(Task goal) Below are some records. How many of their lines contain the string "middle"? Give the number only.

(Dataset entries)
════════════════════

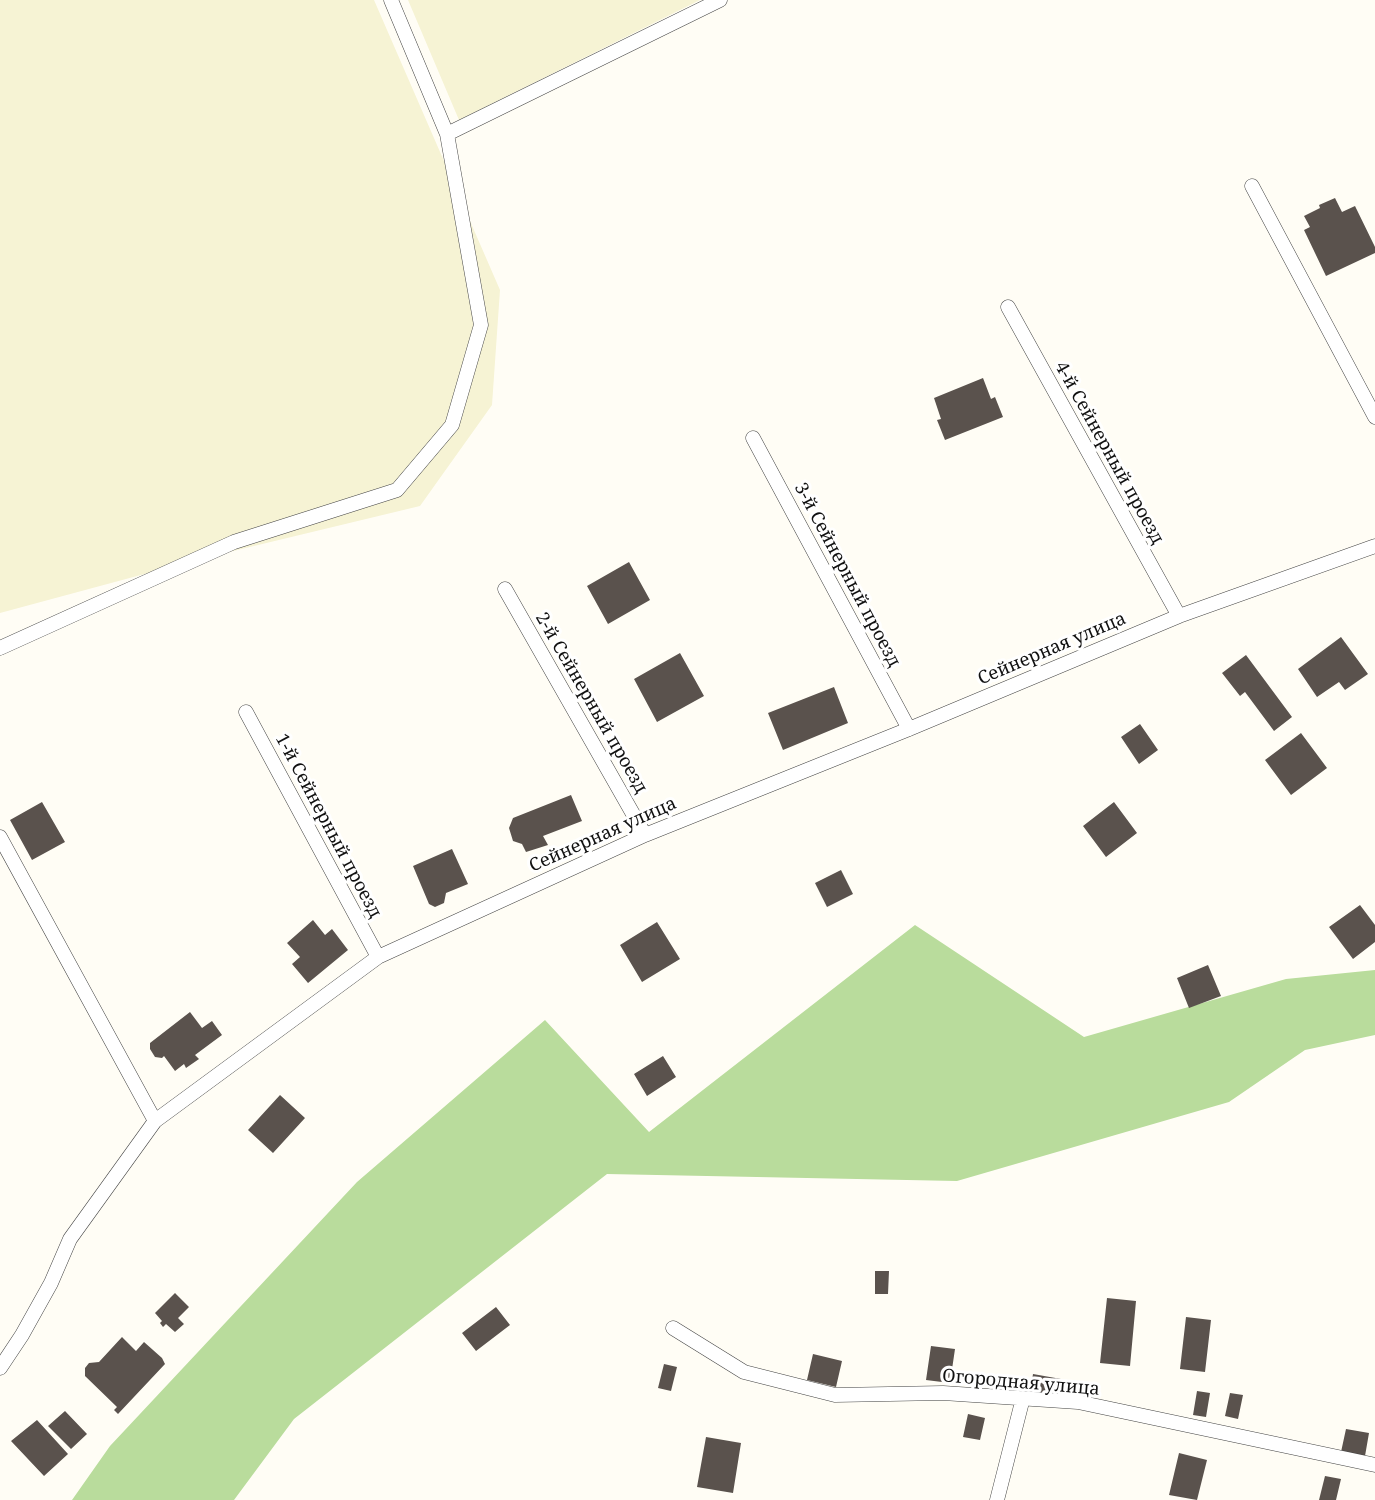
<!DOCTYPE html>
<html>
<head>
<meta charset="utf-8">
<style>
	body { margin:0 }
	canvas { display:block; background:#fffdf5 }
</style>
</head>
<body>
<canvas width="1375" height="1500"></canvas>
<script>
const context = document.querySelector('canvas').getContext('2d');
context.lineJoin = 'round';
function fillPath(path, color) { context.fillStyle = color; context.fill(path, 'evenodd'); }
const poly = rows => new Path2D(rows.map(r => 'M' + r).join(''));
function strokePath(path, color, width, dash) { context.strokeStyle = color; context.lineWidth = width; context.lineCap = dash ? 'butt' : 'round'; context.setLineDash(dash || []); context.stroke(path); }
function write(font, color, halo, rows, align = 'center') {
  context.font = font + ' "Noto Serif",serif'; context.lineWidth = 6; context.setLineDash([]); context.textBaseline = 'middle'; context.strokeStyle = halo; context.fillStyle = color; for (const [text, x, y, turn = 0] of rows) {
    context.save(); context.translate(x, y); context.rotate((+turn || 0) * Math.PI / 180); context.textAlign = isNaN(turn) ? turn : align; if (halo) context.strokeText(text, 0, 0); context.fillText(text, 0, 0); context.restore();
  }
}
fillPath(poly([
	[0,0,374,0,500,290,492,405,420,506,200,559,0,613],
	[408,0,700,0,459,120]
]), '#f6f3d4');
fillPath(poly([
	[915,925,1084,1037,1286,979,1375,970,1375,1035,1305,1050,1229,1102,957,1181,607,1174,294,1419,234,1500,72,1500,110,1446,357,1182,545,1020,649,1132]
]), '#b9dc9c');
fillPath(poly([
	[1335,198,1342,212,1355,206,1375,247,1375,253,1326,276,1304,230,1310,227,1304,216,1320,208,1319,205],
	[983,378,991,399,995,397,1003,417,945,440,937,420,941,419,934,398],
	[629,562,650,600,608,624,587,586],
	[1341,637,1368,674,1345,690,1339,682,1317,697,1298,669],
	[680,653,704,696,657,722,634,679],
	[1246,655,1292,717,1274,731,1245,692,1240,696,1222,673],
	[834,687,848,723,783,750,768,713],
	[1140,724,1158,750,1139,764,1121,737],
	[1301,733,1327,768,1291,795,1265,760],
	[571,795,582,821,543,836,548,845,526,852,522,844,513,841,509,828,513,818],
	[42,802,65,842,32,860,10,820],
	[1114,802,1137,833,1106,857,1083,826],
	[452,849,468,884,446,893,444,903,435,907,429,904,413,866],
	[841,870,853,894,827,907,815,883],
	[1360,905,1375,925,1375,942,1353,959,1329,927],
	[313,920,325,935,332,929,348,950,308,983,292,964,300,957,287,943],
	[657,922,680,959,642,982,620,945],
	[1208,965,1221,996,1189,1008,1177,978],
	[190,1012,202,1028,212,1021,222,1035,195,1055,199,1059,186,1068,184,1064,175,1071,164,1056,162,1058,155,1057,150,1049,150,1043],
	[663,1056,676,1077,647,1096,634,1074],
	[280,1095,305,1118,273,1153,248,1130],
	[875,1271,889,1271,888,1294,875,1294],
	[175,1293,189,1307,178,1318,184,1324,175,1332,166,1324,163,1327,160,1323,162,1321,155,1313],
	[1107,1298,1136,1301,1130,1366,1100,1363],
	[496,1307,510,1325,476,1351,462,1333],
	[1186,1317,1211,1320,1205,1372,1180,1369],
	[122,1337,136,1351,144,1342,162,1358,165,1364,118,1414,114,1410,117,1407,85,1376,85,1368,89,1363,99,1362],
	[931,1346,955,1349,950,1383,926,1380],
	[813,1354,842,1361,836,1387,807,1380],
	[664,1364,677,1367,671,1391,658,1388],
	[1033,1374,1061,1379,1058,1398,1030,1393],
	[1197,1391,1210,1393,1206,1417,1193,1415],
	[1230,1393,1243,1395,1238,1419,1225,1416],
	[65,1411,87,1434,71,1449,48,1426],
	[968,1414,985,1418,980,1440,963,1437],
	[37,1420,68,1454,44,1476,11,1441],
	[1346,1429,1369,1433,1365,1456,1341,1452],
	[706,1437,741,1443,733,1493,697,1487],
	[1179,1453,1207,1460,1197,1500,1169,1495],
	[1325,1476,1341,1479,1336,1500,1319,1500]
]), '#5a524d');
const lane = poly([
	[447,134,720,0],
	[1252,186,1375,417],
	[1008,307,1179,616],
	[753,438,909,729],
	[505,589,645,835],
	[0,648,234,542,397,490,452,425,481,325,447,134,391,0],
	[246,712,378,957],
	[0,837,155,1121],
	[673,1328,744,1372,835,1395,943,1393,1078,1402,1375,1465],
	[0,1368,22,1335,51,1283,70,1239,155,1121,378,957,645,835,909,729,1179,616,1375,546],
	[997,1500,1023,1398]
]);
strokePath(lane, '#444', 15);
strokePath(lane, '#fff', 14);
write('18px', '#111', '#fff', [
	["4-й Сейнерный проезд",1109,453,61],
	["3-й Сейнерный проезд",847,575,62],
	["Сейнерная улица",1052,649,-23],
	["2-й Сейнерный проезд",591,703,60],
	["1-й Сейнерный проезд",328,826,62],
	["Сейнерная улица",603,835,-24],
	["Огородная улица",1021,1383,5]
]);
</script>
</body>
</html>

════════════════════

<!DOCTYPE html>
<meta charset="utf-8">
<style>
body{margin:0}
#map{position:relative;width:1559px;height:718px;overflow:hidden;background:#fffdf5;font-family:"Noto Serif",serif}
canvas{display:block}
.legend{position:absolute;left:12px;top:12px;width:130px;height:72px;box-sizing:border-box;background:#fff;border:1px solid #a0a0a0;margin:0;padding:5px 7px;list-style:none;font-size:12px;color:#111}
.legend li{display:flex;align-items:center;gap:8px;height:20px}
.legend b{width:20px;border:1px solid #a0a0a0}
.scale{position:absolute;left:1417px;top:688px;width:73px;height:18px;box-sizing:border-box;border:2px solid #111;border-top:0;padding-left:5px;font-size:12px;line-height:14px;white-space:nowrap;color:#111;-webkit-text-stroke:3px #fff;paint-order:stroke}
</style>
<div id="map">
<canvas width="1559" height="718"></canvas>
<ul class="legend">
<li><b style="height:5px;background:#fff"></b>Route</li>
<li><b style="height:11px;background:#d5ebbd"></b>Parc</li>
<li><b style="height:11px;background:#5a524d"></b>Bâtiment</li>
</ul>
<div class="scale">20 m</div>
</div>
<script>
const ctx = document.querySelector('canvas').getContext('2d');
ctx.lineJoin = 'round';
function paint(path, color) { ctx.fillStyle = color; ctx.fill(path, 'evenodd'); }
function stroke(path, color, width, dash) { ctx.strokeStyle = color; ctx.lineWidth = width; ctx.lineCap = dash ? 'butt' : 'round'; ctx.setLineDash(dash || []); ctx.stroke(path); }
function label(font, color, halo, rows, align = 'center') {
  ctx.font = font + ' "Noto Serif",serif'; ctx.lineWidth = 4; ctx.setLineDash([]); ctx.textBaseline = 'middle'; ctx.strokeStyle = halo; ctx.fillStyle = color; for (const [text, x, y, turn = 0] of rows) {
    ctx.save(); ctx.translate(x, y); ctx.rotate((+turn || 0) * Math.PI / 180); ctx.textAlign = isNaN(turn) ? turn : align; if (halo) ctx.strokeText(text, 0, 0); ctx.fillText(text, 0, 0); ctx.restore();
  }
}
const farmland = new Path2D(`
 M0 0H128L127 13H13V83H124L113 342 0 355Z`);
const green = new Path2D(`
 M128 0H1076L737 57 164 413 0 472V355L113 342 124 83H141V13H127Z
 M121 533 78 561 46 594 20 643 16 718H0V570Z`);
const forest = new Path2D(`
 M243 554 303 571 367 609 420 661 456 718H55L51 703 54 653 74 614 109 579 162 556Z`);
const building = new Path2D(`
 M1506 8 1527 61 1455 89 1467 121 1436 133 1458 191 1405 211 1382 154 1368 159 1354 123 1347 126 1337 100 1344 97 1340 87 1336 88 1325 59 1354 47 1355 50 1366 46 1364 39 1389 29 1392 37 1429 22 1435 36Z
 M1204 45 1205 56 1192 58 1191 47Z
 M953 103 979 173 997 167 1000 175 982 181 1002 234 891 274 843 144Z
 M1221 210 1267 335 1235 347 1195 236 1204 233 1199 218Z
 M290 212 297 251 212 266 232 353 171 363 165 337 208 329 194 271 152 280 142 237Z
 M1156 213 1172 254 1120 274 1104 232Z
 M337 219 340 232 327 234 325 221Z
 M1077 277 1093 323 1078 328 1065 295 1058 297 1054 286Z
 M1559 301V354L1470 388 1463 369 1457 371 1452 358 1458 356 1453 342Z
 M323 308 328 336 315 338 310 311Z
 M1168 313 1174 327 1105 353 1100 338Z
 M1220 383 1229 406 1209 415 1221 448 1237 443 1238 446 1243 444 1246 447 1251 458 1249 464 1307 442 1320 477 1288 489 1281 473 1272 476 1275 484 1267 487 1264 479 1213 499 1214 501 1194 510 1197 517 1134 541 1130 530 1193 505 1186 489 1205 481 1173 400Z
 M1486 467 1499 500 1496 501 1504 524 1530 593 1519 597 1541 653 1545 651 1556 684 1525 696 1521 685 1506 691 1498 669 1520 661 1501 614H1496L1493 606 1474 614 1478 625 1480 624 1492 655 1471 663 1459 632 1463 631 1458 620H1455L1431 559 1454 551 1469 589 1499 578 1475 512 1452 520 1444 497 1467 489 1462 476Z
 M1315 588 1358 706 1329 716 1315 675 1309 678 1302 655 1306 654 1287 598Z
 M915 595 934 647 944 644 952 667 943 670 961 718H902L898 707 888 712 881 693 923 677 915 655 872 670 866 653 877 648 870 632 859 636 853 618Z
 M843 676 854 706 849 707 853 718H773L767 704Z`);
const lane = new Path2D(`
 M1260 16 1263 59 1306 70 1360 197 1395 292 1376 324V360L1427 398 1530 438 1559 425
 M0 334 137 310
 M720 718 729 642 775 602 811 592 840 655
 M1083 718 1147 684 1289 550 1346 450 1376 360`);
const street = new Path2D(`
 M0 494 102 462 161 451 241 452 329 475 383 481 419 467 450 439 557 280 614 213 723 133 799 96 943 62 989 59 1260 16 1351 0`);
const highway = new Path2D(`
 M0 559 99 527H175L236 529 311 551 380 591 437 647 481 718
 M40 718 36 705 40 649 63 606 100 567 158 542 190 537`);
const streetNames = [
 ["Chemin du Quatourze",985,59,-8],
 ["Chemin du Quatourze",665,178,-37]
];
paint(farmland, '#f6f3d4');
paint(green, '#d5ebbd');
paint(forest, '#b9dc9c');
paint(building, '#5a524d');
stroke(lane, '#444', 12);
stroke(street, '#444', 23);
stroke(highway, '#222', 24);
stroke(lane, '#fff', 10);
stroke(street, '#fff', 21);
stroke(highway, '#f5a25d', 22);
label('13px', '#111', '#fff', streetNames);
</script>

════════════════════

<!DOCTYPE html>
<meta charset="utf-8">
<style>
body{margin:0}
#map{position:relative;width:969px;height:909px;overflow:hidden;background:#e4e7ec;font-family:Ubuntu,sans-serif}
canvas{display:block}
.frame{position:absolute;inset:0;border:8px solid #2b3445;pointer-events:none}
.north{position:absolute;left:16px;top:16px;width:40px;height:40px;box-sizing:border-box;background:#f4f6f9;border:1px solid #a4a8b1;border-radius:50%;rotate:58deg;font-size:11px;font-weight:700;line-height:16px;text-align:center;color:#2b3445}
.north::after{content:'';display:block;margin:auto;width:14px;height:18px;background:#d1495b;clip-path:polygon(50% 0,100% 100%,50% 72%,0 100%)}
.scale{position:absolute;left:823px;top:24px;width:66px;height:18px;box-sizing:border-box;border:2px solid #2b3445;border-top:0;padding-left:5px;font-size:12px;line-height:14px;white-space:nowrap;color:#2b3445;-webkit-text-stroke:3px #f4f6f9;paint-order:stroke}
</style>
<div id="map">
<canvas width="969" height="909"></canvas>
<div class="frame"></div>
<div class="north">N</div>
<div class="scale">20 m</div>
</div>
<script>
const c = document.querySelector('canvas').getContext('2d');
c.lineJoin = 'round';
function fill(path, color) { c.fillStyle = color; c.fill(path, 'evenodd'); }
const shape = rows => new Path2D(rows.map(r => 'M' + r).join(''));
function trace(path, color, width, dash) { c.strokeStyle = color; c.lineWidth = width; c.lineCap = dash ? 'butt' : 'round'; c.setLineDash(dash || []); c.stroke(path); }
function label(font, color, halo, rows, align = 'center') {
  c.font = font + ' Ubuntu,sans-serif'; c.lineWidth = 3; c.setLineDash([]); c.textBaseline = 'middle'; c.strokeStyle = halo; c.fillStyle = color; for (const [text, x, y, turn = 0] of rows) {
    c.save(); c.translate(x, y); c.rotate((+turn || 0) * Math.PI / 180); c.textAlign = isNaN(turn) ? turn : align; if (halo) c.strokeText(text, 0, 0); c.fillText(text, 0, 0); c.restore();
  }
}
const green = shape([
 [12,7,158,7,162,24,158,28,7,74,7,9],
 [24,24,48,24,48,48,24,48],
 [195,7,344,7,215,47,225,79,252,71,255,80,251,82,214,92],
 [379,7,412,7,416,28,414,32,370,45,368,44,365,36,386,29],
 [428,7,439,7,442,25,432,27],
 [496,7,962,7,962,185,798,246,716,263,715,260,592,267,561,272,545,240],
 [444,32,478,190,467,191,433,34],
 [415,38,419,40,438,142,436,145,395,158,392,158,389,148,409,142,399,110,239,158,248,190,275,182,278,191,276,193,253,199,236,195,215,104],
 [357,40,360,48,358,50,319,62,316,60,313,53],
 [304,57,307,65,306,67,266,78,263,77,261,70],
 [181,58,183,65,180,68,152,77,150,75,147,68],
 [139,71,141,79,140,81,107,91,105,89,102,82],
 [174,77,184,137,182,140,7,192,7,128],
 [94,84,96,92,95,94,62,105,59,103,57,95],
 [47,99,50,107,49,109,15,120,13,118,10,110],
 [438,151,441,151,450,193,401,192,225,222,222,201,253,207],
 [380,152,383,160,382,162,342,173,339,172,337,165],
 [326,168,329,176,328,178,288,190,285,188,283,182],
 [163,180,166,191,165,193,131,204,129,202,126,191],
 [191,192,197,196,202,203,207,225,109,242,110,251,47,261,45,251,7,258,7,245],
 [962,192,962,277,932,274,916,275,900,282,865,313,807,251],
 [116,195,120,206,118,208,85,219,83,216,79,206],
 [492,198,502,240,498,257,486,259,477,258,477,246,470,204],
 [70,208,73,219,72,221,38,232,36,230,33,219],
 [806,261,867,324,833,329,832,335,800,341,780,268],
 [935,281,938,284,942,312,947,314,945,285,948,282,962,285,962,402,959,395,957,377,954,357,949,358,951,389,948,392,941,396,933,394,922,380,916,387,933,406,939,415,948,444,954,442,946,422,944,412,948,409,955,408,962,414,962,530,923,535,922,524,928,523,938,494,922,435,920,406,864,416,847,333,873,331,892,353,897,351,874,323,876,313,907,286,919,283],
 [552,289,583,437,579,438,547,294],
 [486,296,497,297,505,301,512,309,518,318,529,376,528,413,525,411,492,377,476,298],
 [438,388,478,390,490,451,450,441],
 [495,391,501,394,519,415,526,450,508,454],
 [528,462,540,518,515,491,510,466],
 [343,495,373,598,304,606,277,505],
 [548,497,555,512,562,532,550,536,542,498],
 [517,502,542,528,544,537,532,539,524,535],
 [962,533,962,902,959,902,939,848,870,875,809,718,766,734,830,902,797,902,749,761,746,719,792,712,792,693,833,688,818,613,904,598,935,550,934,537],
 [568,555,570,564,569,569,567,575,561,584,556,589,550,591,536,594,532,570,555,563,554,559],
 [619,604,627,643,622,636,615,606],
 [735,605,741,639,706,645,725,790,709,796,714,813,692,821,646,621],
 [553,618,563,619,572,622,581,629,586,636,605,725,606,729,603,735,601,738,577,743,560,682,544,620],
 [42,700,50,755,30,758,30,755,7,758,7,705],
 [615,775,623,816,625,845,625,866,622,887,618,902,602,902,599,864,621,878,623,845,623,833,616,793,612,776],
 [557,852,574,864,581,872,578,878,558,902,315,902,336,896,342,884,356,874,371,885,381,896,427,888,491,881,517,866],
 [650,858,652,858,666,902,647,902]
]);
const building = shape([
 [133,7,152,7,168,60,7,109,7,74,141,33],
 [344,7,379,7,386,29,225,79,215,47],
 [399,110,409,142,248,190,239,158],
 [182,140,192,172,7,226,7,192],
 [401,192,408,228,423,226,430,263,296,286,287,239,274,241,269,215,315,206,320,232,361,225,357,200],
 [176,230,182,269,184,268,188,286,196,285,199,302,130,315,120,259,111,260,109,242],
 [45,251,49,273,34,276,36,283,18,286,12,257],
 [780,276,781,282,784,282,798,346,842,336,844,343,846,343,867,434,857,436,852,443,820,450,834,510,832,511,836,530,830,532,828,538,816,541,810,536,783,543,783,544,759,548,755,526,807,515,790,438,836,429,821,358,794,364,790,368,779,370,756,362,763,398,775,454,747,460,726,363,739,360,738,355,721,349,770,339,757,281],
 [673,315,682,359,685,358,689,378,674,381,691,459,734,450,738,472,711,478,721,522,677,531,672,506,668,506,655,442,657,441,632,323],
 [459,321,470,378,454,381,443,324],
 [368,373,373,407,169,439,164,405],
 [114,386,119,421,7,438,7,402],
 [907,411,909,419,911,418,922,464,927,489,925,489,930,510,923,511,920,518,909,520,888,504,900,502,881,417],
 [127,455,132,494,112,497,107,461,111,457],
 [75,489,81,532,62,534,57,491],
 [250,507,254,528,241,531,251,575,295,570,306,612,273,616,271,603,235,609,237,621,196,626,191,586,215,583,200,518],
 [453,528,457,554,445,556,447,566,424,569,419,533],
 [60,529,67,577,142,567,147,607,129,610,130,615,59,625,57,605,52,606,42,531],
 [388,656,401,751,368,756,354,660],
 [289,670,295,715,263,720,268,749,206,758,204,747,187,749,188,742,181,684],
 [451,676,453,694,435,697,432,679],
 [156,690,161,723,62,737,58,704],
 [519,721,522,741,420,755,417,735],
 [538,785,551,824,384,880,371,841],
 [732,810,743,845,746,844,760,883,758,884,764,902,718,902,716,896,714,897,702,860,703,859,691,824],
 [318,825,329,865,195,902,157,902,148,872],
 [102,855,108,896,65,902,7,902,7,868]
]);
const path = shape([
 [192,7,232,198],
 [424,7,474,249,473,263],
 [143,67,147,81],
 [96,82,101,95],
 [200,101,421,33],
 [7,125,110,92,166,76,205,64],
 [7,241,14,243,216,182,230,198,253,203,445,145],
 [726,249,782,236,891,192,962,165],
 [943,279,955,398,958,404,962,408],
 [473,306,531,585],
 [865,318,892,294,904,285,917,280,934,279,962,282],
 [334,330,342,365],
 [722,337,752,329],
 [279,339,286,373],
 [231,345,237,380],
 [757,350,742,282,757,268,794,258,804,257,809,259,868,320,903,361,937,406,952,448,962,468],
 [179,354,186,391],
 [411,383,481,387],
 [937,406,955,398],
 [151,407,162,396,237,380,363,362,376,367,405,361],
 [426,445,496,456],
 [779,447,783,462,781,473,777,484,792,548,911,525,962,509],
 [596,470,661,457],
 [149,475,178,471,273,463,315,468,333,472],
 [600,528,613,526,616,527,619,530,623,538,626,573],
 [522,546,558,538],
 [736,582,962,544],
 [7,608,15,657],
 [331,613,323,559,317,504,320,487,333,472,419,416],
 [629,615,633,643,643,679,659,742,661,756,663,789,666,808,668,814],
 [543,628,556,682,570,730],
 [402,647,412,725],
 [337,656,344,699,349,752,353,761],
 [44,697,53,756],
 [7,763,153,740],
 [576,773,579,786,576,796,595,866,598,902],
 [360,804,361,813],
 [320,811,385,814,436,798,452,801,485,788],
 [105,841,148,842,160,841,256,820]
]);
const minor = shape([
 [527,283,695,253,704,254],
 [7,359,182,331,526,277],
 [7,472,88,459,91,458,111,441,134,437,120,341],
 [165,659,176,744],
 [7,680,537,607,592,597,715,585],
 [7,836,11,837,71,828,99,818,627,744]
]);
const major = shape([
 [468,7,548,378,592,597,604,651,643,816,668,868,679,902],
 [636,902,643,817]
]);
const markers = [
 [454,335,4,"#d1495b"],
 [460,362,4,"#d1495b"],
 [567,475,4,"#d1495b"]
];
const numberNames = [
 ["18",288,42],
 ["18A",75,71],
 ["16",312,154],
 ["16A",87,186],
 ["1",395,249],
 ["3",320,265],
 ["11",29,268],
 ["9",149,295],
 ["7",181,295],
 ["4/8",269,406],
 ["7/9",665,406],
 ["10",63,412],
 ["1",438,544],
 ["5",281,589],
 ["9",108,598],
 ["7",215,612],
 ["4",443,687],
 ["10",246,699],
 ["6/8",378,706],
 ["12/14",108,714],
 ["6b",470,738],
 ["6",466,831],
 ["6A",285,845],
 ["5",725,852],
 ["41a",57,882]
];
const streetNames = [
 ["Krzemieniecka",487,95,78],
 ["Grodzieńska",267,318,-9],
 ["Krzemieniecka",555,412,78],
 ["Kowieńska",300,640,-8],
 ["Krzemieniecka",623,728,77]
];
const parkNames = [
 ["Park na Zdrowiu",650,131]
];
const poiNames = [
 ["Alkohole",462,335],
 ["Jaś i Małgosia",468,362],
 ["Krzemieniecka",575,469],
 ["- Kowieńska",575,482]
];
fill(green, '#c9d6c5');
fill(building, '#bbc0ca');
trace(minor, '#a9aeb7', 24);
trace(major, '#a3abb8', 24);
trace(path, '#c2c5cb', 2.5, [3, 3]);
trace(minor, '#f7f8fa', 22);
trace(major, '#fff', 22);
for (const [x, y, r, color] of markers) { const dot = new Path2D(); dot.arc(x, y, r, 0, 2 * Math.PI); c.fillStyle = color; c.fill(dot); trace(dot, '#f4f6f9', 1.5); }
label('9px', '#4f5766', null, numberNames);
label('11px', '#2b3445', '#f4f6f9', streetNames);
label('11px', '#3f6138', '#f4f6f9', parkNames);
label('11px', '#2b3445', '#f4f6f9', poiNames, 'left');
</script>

════════════════════

(Result of the task) 3